- Theatrical release poster
- Directed by: Phil Morrison
- Written by: Melissa James Gibson
- Produced by: Elizabeth Giamatti Dan Carey Sidney Kimmel John Penotti
- Starring: Paul Giamatti Paul Rudd Sally Hawkins Amy Landecker
- Cinematography: W. Mott Hupfel III
- Edited by: Jeff Buchanan
- Music by: Graham Reynolds
- Production companies: Greenestreet Films Sidney Kimmel Entertainment Touchy Feely Films
- Distributed by: Anchor Bay Films
- Release dates: April 18, 2013 (Tribeca); September 10, 2013 (United States);
- Running time: 107 minutes
- Country: United States
- Language: English
- Box office: $4,556

= All Is Bright =

All Is Bright (released as Almost Christmas in the UK) is a 2013 comedy-drama film directed by Phil Morrison. It stars Paul Giamatti and Paul Rudd, with Sally Hawkins and Amy Landecker in supporting roles.

The film debuted at the 2013 Tribeca Film Festival, with a video on demand release following on September 10, 2013. It was released in theaters on October 4, 2013.

==Plot==
Out on parole in Quebec after serving four years for stealing, Dennis (Giamatti) returns home to find that his wife Therese has told his daughter Michi he has died of cancer. He also discovers his old friend and former accomplice Rene (Rudd) is in a relationship with his ex.

Dennis has a brief fit of rage at Therese and later lands one punch on Rene. Homeless and desperate for work as there is a recession, he reluctantly asks Rene if he can go with him to sell Christmas trees in New York City. Dennis wants to make enough money to buy his estranged daughter the piano she has always wanted.
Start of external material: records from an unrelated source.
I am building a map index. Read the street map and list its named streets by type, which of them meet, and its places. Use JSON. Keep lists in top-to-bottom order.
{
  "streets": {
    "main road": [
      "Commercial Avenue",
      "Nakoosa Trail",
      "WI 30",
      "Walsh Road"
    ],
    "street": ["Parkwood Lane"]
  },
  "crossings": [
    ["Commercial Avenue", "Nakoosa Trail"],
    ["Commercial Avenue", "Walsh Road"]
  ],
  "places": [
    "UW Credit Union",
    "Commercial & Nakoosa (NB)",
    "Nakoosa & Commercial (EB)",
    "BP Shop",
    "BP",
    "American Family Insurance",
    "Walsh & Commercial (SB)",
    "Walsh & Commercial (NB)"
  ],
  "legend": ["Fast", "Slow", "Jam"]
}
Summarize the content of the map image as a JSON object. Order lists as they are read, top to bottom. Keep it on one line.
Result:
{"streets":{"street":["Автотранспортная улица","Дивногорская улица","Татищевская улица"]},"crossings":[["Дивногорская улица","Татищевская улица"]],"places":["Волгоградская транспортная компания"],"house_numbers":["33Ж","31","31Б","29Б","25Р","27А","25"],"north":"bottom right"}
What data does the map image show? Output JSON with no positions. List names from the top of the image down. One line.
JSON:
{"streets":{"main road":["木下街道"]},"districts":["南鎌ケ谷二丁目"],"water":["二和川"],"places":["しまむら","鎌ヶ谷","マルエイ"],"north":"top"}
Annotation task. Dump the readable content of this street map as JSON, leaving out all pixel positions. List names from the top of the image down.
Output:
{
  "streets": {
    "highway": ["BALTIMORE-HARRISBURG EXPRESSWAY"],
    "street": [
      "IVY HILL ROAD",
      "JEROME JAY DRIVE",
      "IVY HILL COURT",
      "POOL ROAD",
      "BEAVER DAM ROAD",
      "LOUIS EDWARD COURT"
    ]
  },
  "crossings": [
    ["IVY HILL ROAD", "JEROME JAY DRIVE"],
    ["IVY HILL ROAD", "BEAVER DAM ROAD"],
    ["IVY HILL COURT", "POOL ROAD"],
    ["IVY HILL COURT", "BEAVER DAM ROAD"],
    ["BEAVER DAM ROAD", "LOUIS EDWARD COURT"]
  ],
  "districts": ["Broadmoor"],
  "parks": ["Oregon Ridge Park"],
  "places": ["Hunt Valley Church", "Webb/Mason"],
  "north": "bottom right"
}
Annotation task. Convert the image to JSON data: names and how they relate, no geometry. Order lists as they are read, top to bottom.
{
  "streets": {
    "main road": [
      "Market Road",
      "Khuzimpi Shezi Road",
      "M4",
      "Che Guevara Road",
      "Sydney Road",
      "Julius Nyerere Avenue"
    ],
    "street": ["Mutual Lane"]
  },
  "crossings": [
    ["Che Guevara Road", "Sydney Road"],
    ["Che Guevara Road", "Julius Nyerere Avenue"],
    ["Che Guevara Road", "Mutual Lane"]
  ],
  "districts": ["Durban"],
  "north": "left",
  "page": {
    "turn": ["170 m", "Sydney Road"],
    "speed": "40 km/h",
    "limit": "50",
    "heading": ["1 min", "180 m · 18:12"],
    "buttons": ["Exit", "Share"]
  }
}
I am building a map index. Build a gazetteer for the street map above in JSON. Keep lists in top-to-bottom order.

In Brooklyn, Dennis gets thrown out of a café and the following day has an altercation with another tree salesman. Finally Olga, a Russian-born woman, buys the first tree and they gradually start hustling and moving their trees.

Olga asks Dennis to straighten the tree as an excuse, to the house where she cleans for a couple of dentists, offering him food and a shower. The next day the men are hit with a tree selling rush. Amidst the sales, Rene's wife Marie calls, letting him know she wants him to sign the divorce papers. Upset, he takes off for a few days, so Dennis is left in charge.

When Rene reappears, he has an engagement ring for Therese. Dennis becomes irate, telling two guys looking to buy a tree that his friend stole his wife from him while he was in prison. He becomes inspired to call his ex collect, but she does not accept the charges. Distraught, he visits Olga the next day and asks her to help him find his daughter a piano.

Olga visits them at their tree-selling lot with vodka, and she, Rene, Dennis and Nzomo, an African who had helped with the tree selling, drink through the night. The next day, as Dennis and Rene are robbed by a supposedly blind man who had bought a tree from them, Dennis convinces Olga to help them take the dentists' Steinway.

Returning to their small Quebec town, Dennis watches from a distance as Michi plays her new piano, then hugs her mom and Rene happily.

==Cast==
- Paul Giamatti as Dennis
- Paul Rudd as Rene
- Sally Hawkins as Olga
- Amy Landecker as Therese
- Peter Hermann as Monsieur Tremblay
- Emory Cohen as Lou
- Halley Feiffer as Claire
- Colman Domingo as Nzomo
- Curtiss Cook as Kevin

==Production==
The opening of the movie is set in Quebec, Canada, and appears to have been shot in Quebec, Canada. We see an Autoroute 40 and 80 kph highway signs as Paul Giamatti walks along the highway. Later we see Paul on a sidewalk with cars bearing Quebec license plates and he stops to pick up a Loonie.

After loading the trees the "Paul and Paul" drive to the USA. We see they actually filmed a scene on Ontario's 401 Westbound, approaching exit 441, to Ontario Highway 137, which leads to the US border and connects to interstate 81 (NY).

All Is Bright was filmed in Greenpoint, Brooklyn. Its name was changed from the original title of Almost Christmas to All Is Bright.

The antics of the two lead characters have been suggested to be based on the amalgamation of famous misadventures of employees from North Pole Xmas Trees, a famous family business from Nashua, New Hampshire.

==Reception==
The film has approval rating on Rotten Tomatoes based on reviews, with an average rating of . The critical consensus states: "Well-acted but uneven, All Is Bright strands a pair of strong performances from Paul Giamatti and Paul Rudd in a meandering script." Metacritic reports a weighted average of 54 out of 100 based on reviews from 15 critics, indicating "mixed or average" reviews.